I previously posted a route profile for the Chanteloup climb near Paris, France. This is a climb with an amazingly rich cycling history, going back to Velocio who used it to demonstrate the superiority of multi-gear bikes to the fixed-gear bikes which dominated professional racing in the early 20th century. Later it became the sight for the "Poly de Chanteloup" event, which was contested by randonneurs and professional racers. The randonneur event unfortunately seems to have died, but the professional race continued as the Trophée des Grimpeurs, a traditional last race of the season until sponsorship was lost in 2010 and it also expired.
Jan Heine, in his highly recommended book "René Herse", has the following quote about the gearing of the winning tandem in the 1949 randonneur contest. I posted this last time but I repeat it here because I find it remarkable:
A single chainring was sufficient for the 14% of the climb of Chanteloup, which had to be climbed eight times. In 1950 a report listed the gearing of their tandem: a single chainring with 46 teeth and a 5-speed freewheel with 13-15-18-21-22 teeth. They never used the 22-tooth cog, and they made their attack with the 46-18.
How could they ride a tandem up the climb whose profile I got from Strava?
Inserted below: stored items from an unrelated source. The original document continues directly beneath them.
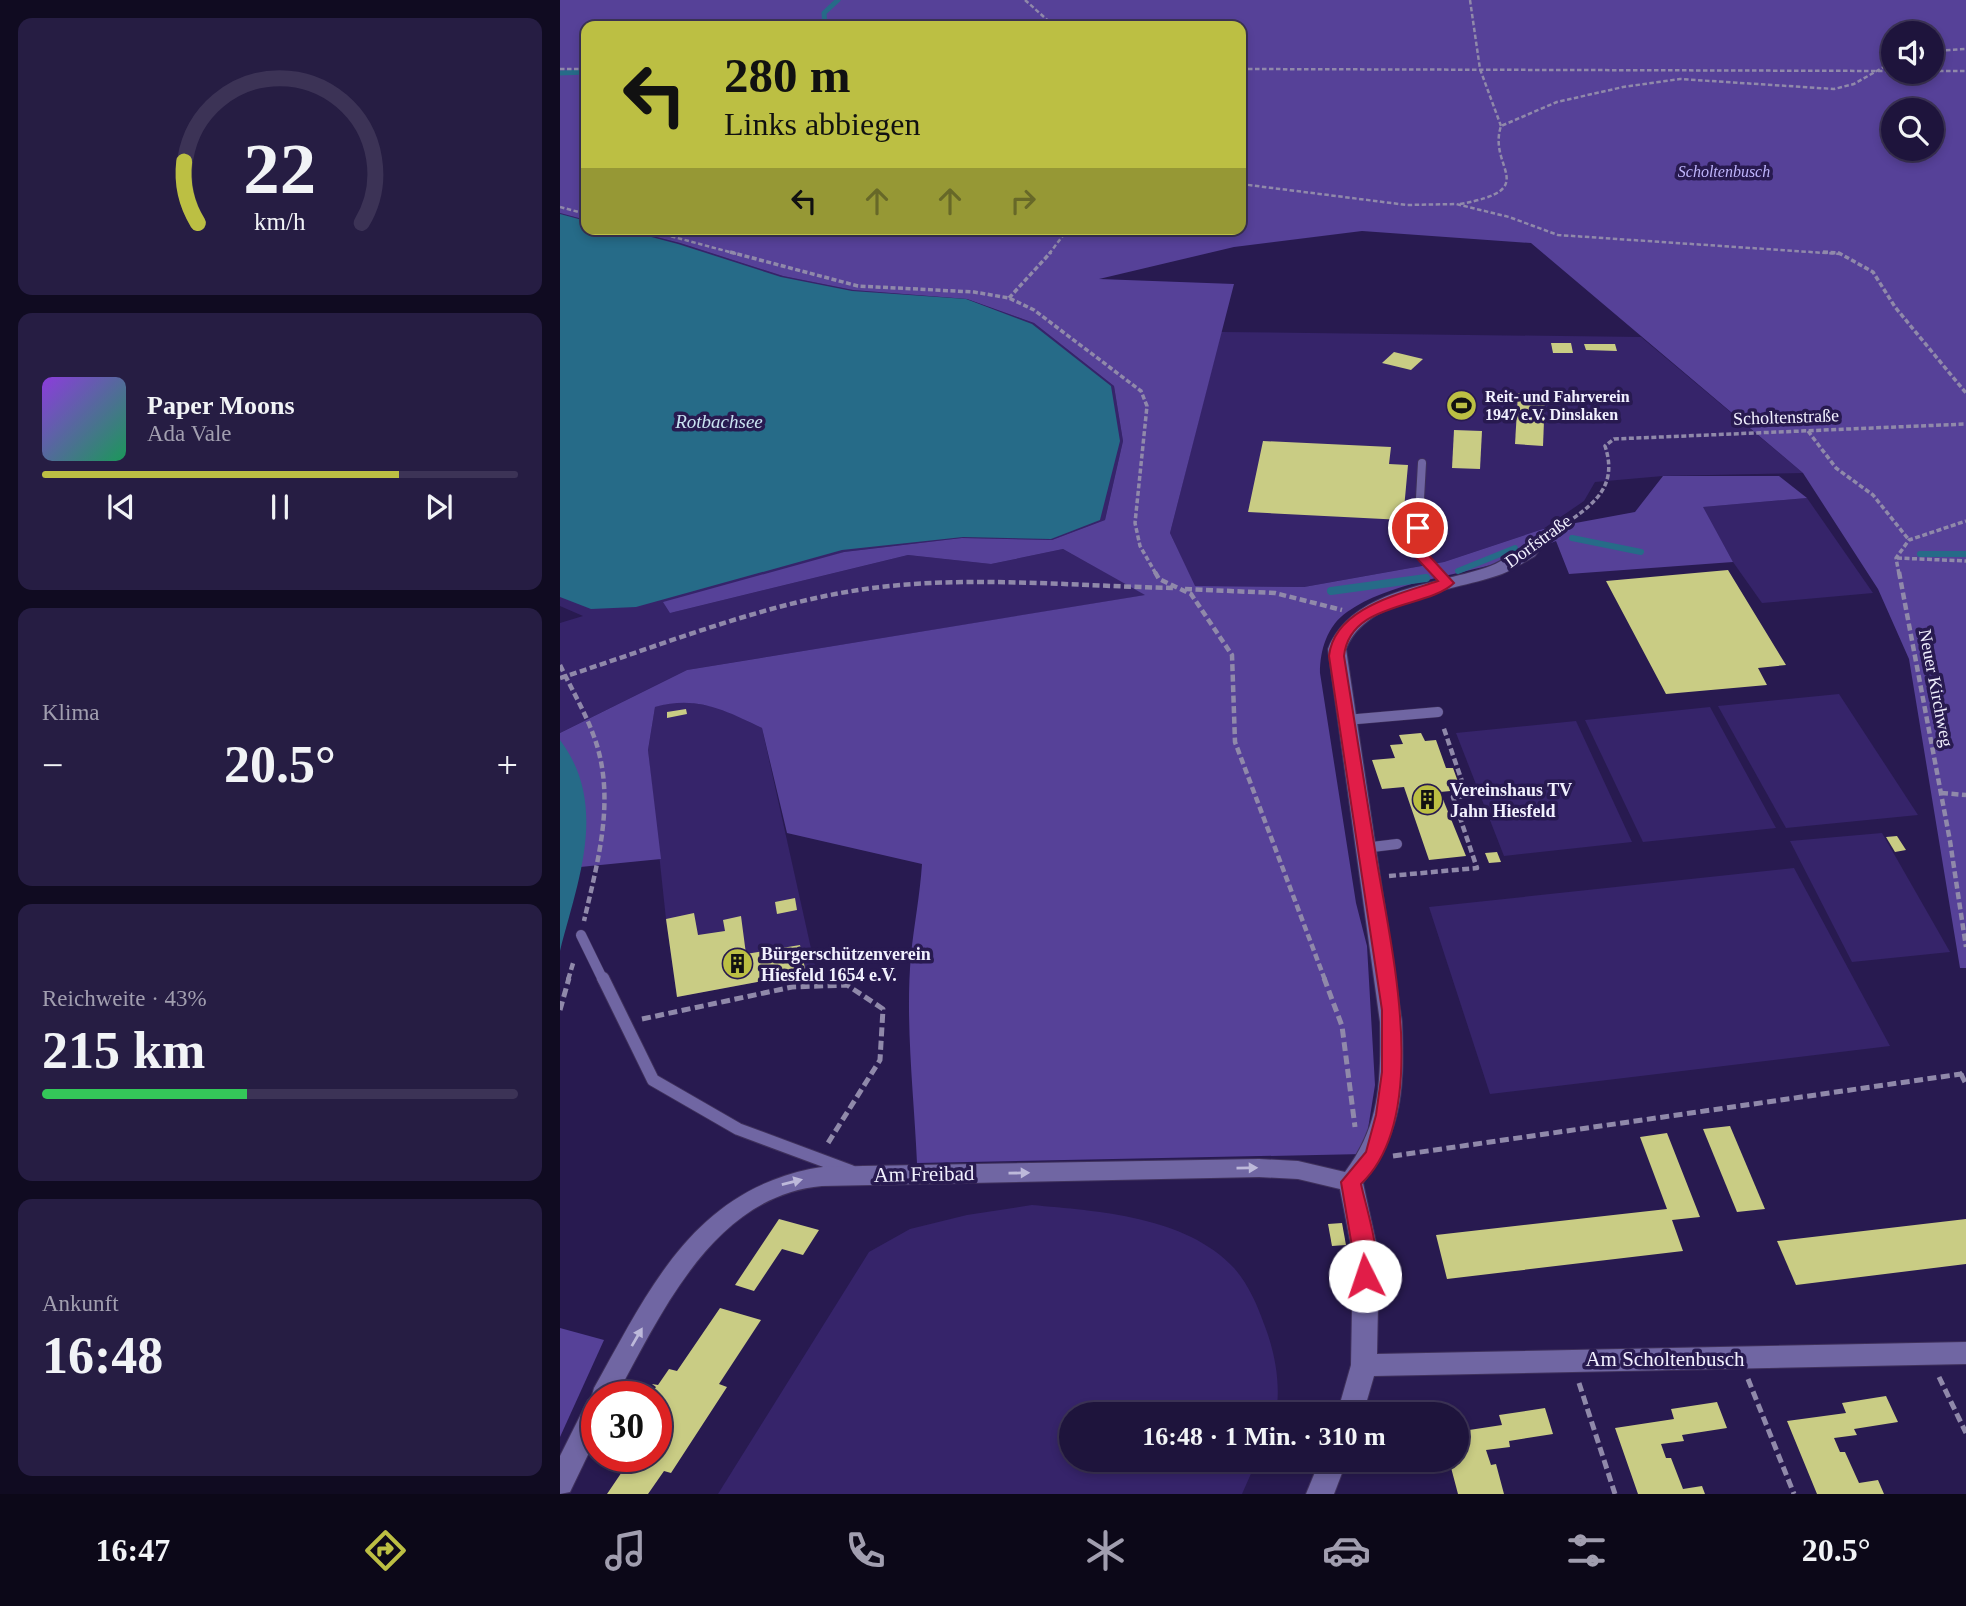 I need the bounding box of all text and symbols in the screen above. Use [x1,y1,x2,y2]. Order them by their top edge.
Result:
map controls [1881,21,1944,161]
button: sound [1881,21,1944,84]
text: 280 m [724,48,851,103]
icon: left [609,49,700,140]
button: search [1881,98,1944,161]
text: Links abbiegen [724,106,920,142]
text: 22 [244,128,316,209]
park label: Scholtenbusch [1678,163,1770,180]
icon: left [785,182,823,220]
icon: ahead [858,182,896,220]
icon: ahead [931,182,969,220]
icon: right [1004,182,1042,220]
text: km/h [254,207,306,234]
sports icon: Reit- und Fahrverein 1947 e.V. Dinslaken [1445,388,1479,422]
place label: Reit- und Fahrverein 1947 e.V. Dinslaken [1485,388,1630,423]
text: Paper Moons [147,391,295,420]
street label: Scholtenstraße [1733,405,1839,429]
water label: Rotbachsee [674,411,763,432]
text: Ada Vale [147,421,232,446]
icon: previous [102,488,140,526]
icon: pause [261,488,299,526]
icon: next [420,488,458,526]
pin [1388,498,1448,558]
icon: arrive [1399,509,1437,547]
street label: Dorfstraße [1501,510,1575,572]
street label: Neuer Kirchweg [1915,627,1957,749]
text: Klima [42,700,100,725]
text: 20.5° [224,736,336,793]
text: − [42,744,63,786]
text: + [497,744,518,786]
place label: Vereinshaus TV Jahn Hiesfeld [1450,780,1572,821]
building icon: Vereinshaus TV Jahn Hiesfeld [1410,783,1444,817]
place label: Bürgerschützenverein Hiesfeld 1654 e.V. [761,944,931,985]
building icon: Bürgerschützenverein Hiesfeld 1654 e.V. [721,947,755,981]
text: Reichweite · 43% [42,986,207,1011]
text: 215 km [42,1022,205,1079]
street label: Am Freibad [873,1161,975,1187]
one-way arrow [1236,1162,1258,1174]
one-way arrow [1009,1167,1031,1179]
one-way arrow [782,1176,804,1187]
position arrow [1328,1239,1402,1313]
text: Ankunft [42,1291,119,1316]
text: 16:48 [42,1327,163,1384]
one-way arrow [631,1328,643,1347]
street label: Am Scholtenbusch [1585,1347,1745,1371]
speed limit sign: 30 [581,1381,672,1472]
text: 16:48 · 1 Min. · 310 m [1142,1422,1386,1451]
icon: directions [361,1526,410,1575]
icon: music [601,1526,650,1575]
icon: phone [841,1526,890,1575]
icon: climate [1081,1526,1130,1575]
icon: car [1322,1526,1371,1575]
icon: filters [1562,1526,1611,1575]
text: 16:47 [96,1532,170,1568]
text: 20.5° [1802,1532,1870,1568] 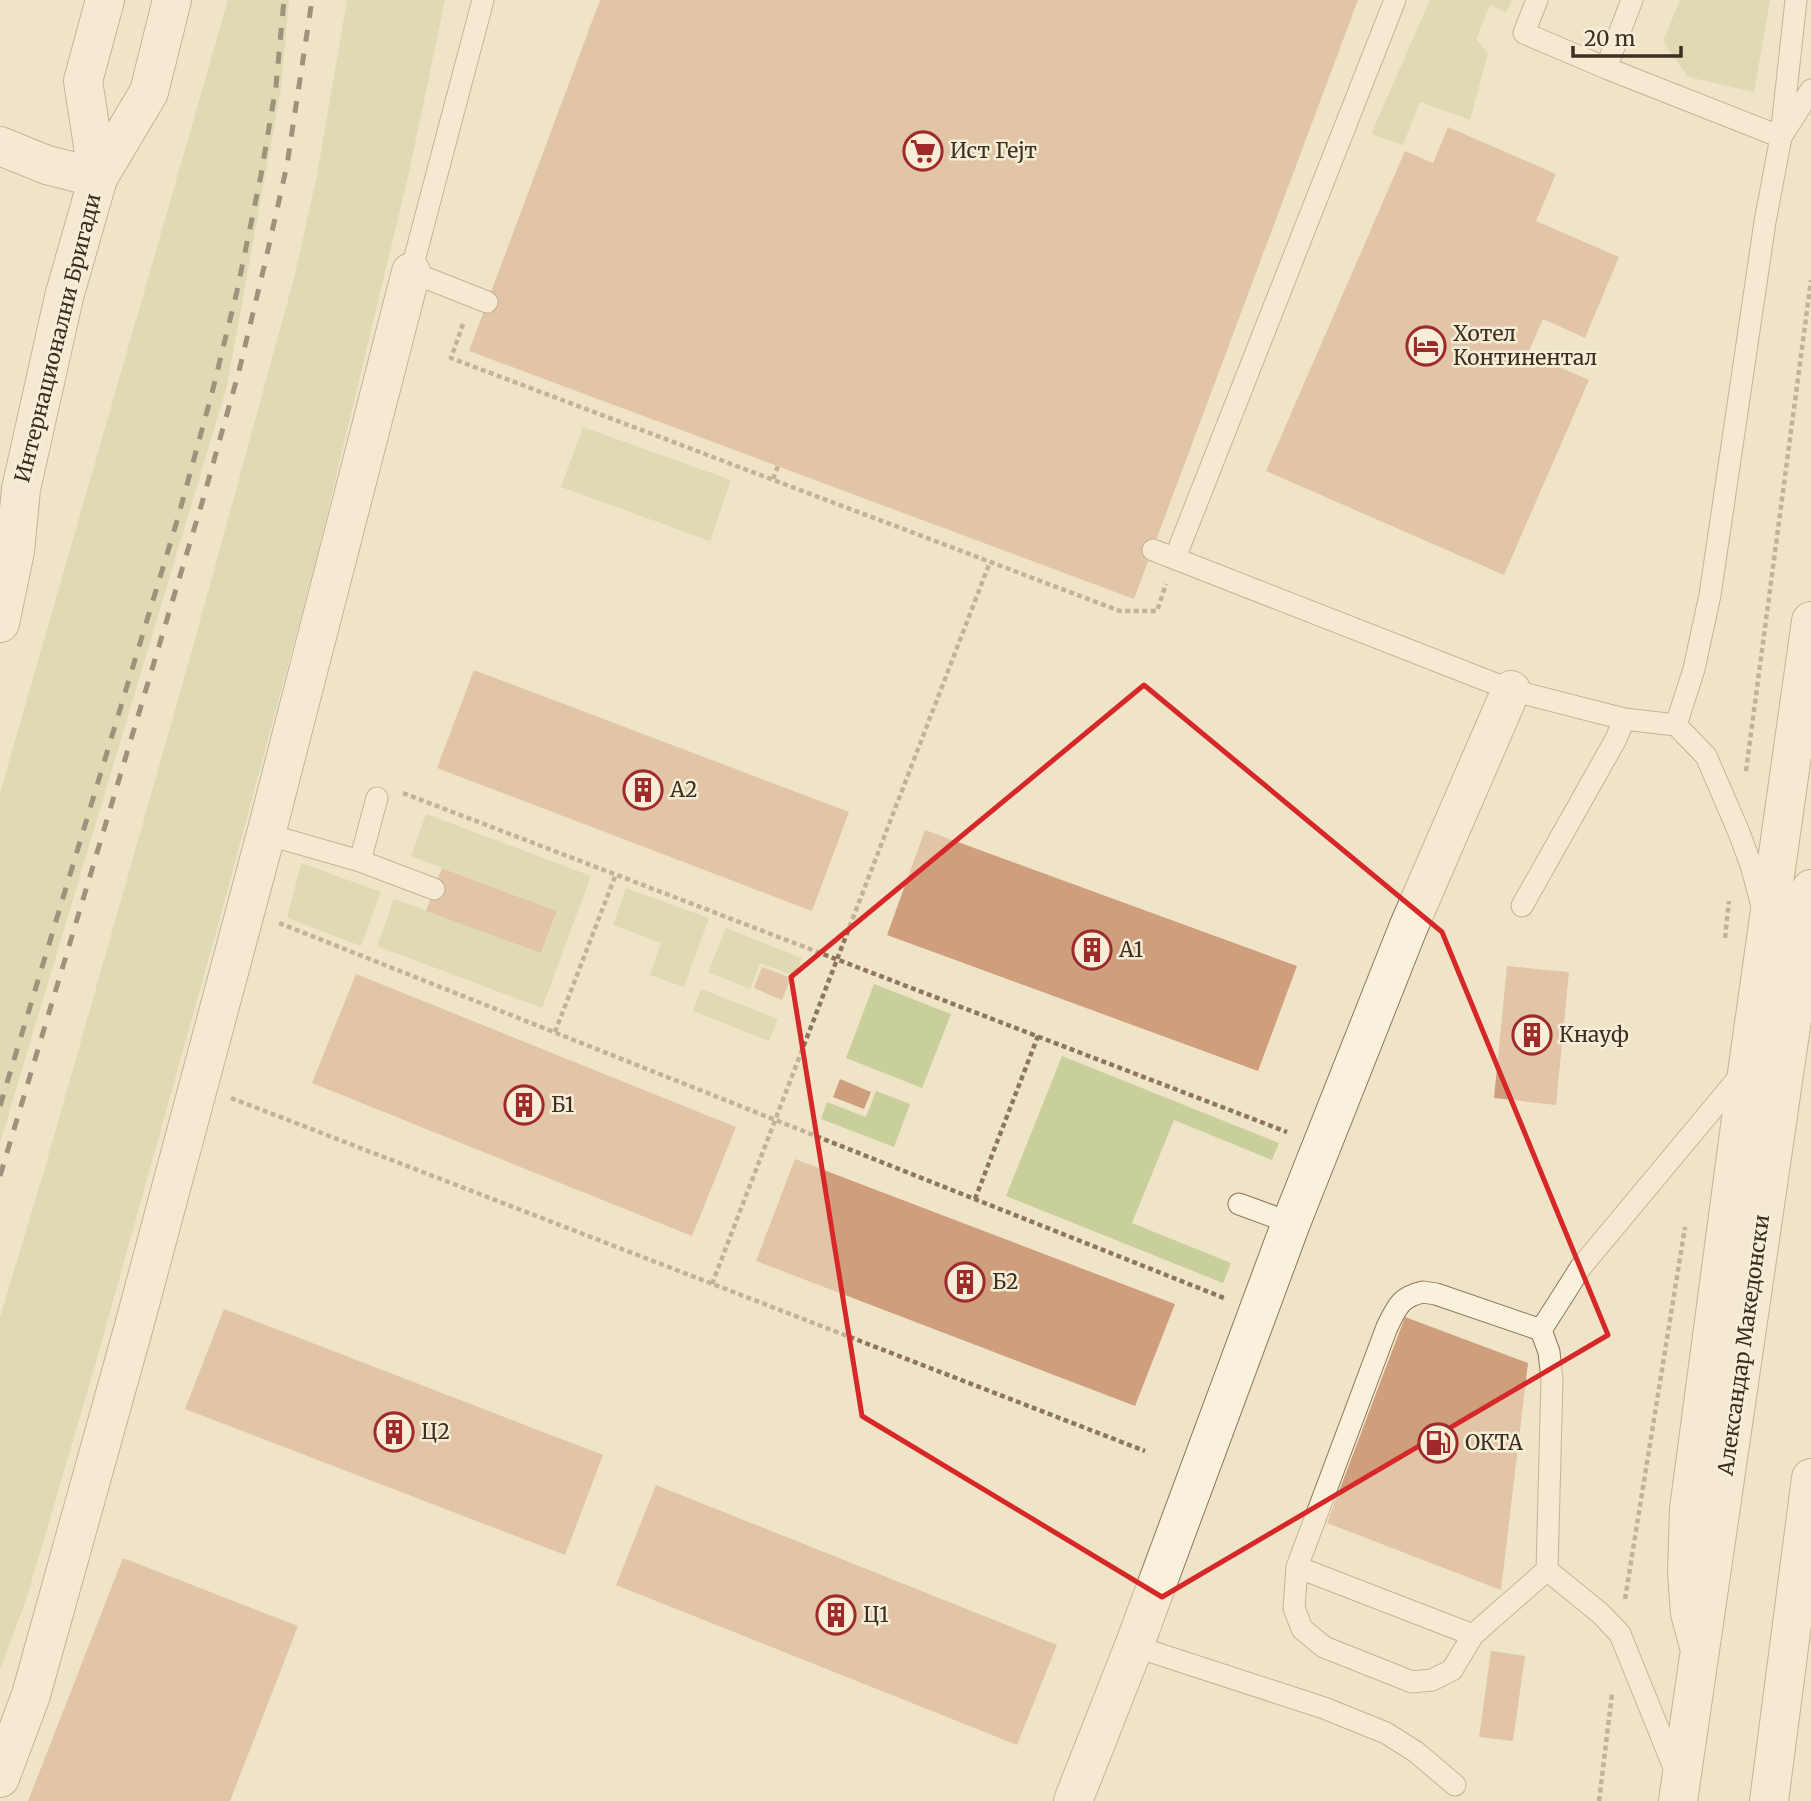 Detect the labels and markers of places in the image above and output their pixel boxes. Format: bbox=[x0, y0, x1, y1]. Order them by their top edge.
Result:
supermarket icon: Ист Гејт bbox=[902, 130, 944, 172]
place label: Ист Гејт bbox=[950, 137, 1037, 164]
place label: Хотел Континентал bbox=[1453, 320, 1597, 371]
hotel icon: Хотел Континентал bbox=[1405, 325, 1447, 367]
building icon: А2 bbox=[622, 769, 664, 811]
place label: А2 bbox=[669, 776, 698, 803]
building icon: А1 bbox=[1071, 929, 1113, 971]
place label: А1 bbox=[1118, 936, 1143, 963]
building icon: Кнауф bbox=[1511, 1014, 1553, 1056]
place label: Кнауф bbox=[1559, 1021, 1629, 1048]
building icon: Б1 bbox=[503, 1084, 545, 1126]
place label: Б1 bbox=[551, 1091, 574, 1118]
building icon: Б2 bbox=[944, 1261, 986, 1303]
place label: Б2 bbox=[992, 1268, 1019, 1295]
building icon: Ц2 bbox=[373, 1411, 415, 1453]
place label: Ц2 bbox=[421, 1418, 450, 1445]
fuel station icon: ОКТА bbox=[1417, 1422, 1459, 1464]
place label: ОКТА bbox=[1465, 1429, 1523, 1456]
building icon: Ц1 bbox=[815, 1594, 857, 1636]
place label: Ц1 bbox=[863, 1601, 889, 1628]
It boggled the mind.
But it soon became obvious to me something was amiss. First I checked StreetView, and the hill simply didn't look as steep as advertised. That's not uncommon, but the places where the grade changed dramatically in the profile weren't reflected in the StreetView.
The other factor was the profile failed to match the crude one published in Heine's book on page 175. That profile, "le profil du parcours", was obviously taken from some old race guide.
The nail in the coffin was when someone on the Weight Weenies forum who'd ridden the climb said it "wasn't more than 12%".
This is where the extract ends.